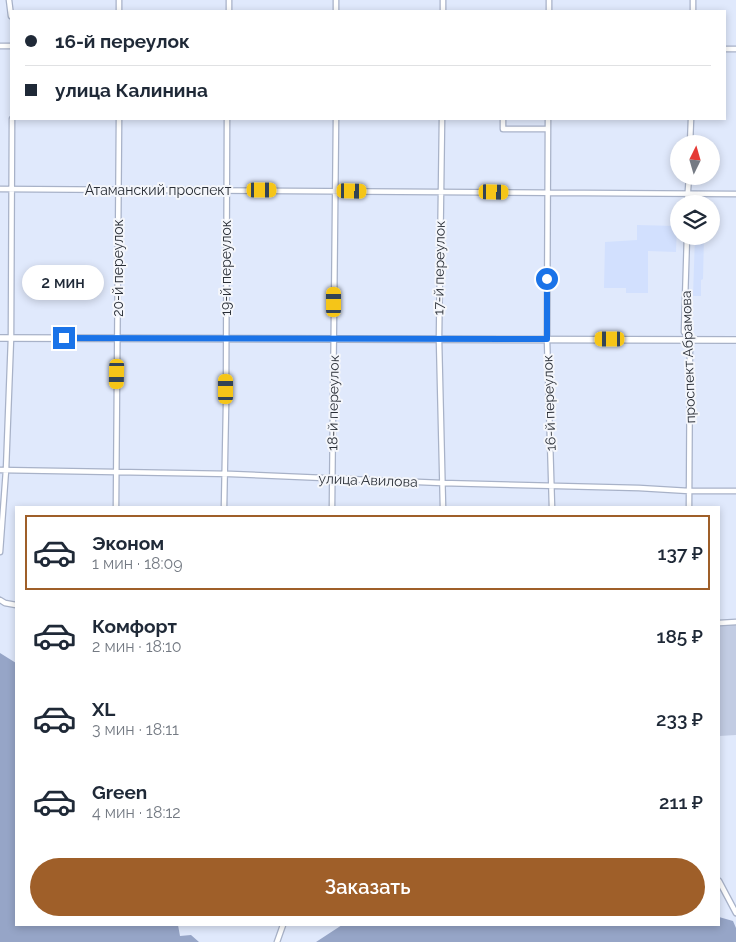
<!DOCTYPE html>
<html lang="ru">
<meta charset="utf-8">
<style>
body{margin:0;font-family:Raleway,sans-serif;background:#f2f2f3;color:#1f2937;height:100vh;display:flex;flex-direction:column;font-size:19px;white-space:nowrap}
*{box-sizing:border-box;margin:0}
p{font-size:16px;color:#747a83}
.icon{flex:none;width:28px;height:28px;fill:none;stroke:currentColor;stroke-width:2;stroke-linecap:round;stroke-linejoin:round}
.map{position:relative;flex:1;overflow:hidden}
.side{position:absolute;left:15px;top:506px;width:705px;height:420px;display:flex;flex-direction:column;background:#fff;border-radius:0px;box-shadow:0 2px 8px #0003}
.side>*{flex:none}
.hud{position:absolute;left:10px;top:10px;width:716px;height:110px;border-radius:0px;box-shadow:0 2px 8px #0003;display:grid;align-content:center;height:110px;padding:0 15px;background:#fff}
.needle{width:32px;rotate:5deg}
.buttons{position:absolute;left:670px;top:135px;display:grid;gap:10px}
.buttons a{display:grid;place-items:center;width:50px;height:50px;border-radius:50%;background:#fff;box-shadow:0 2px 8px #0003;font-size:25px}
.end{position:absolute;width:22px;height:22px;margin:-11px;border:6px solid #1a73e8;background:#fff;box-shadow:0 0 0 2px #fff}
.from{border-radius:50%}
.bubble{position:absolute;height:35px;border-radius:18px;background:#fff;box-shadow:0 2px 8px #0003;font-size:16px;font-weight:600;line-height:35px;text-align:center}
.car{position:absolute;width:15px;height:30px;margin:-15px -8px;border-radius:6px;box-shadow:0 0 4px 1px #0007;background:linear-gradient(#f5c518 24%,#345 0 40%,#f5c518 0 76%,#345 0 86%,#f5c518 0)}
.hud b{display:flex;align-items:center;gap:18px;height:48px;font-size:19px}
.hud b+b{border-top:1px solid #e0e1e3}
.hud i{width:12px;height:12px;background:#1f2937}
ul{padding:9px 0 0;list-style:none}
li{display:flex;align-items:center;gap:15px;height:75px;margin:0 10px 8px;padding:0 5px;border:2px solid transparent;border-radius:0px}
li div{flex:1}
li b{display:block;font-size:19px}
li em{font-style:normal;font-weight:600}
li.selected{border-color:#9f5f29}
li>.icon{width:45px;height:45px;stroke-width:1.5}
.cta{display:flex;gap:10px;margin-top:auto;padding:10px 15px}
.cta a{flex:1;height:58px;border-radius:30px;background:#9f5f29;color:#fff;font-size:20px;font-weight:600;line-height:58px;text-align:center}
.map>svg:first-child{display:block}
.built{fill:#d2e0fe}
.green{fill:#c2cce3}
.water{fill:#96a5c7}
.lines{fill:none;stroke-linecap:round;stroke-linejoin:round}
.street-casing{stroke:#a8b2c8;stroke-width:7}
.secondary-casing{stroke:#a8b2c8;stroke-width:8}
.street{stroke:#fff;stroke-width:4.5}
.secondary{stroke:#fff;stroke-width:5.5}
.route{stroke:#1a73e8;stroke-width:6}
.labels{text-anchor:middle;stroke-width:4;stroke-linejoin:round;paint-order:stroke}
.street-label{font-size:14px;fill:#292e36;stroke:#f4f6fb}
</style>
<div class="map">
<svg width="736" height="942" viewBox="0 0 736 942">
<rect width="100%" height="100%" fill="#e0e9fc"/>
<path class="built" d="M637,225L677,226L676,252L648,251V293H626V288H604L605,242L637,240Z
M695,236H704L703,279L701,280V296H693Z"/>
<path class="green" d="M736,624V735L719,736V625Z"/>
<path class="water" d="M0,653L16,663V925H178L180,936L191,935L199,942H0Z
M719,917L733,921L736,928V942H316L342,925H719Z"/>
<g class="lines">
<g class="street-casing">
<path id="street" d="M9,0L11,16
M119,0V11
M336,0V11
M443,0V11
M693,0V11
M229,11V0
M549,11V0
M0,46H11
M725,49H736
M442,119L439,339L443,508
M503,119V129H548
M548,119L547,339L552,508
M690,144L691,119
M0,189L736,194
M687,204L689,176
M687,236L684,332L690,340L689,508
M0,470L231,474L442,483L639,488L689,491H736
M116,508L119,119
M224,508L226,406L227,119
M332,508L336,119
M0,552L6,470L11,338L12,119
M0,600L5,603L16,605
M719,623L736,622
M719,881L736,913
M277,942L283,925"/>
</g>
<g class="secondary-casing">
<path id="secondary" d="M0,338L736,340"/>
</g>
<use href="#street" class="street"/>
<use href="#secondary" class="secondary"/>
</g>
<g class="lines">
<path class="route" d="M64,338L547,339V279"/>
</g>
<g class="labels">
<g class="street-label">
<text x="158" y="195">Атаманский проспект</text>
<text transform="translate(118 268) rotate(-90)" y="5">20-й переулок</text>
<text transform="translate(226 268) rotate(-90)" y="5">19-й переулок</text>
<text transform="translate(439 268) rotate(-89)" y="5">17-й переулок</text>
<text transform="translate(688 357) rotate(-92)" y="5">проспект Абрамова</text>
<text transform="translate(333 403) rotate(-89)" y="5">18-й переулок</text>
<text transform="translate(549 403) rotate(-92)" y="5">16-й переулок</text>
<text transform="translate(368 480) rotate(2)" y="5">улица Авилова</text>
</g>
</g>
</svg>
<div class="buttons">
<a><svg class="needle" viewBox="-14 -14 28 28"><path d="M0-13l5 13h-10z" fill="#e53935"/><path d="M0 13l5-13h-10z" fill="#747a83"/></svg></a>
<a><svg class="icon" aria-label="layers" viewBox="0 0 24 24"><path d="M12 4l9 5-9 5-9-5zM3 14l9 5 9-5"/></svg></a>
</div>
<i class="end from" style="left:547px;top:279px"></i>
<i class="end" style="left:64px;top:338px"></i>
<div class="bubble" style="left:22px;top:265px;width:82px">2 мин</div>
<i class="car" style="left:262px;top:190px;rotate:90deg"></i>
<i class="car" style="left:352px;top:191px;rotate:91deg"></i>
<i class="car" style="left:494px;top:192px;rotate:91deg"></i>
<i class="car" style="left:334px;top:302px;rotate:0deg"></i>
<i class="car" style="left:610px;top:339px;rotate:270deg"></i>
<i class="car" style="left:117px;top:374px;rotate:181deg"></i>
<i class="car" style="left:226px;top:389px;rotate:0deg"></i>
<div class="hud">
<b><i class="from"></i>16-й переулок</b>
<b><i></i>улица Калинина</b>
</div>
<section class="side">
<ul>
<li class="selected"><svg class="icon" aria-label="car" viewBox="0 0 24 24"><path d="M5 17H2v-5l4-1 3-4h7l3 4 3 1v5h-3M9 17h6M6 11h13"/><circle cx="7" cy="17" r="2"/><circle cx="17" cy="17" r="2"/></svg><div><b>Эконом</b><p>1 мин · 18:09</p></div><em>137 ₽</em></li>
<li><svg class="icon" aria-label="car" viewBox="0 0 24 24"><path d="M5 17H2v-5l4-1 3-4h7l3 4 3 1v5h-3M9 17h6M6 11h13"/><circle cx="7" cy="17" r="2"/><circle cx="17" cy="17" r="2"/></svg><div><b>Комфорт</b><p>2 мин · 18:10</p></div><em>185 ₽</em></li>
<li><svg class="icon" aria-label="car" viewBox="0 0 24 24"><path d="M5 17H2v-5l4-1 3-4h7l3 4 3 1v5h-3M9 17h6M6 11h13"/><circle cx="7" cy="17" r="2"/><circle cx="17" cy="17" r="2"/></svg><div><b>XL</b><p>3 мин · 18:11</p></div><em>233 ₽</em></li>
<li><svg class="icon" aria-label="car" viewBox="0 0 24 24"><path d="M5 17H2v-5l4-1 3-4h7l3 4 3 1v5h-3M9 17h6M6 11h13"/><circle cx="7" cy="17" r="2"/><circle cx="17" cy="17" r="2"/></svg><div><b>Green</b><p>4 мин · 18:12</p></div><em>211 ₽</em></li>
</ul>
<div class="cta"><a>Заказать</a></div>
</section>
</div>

*WHAT THE TASK ASKS:*
Read the listing above, then copy every line that includes the string "grid".

*RESULT FOR THIS TASK:*
.hud{position:absolute;left:10px;top:10px;width:716px;height:110px;border-radius:0px;box-shadow:0 2px 8px #0003;display:grid;align-content:center;height:110px;padding:0 15px;background:#fff}
.buttons{position:absolute;left:670px;top:135px;display:grid;gap:10px}
.buttons a{display:grid;place-items:center;width:50px;height:50px;border-radius:50%;background:#fff;box-shadow:0 2px 8px #0003;font-size:25px}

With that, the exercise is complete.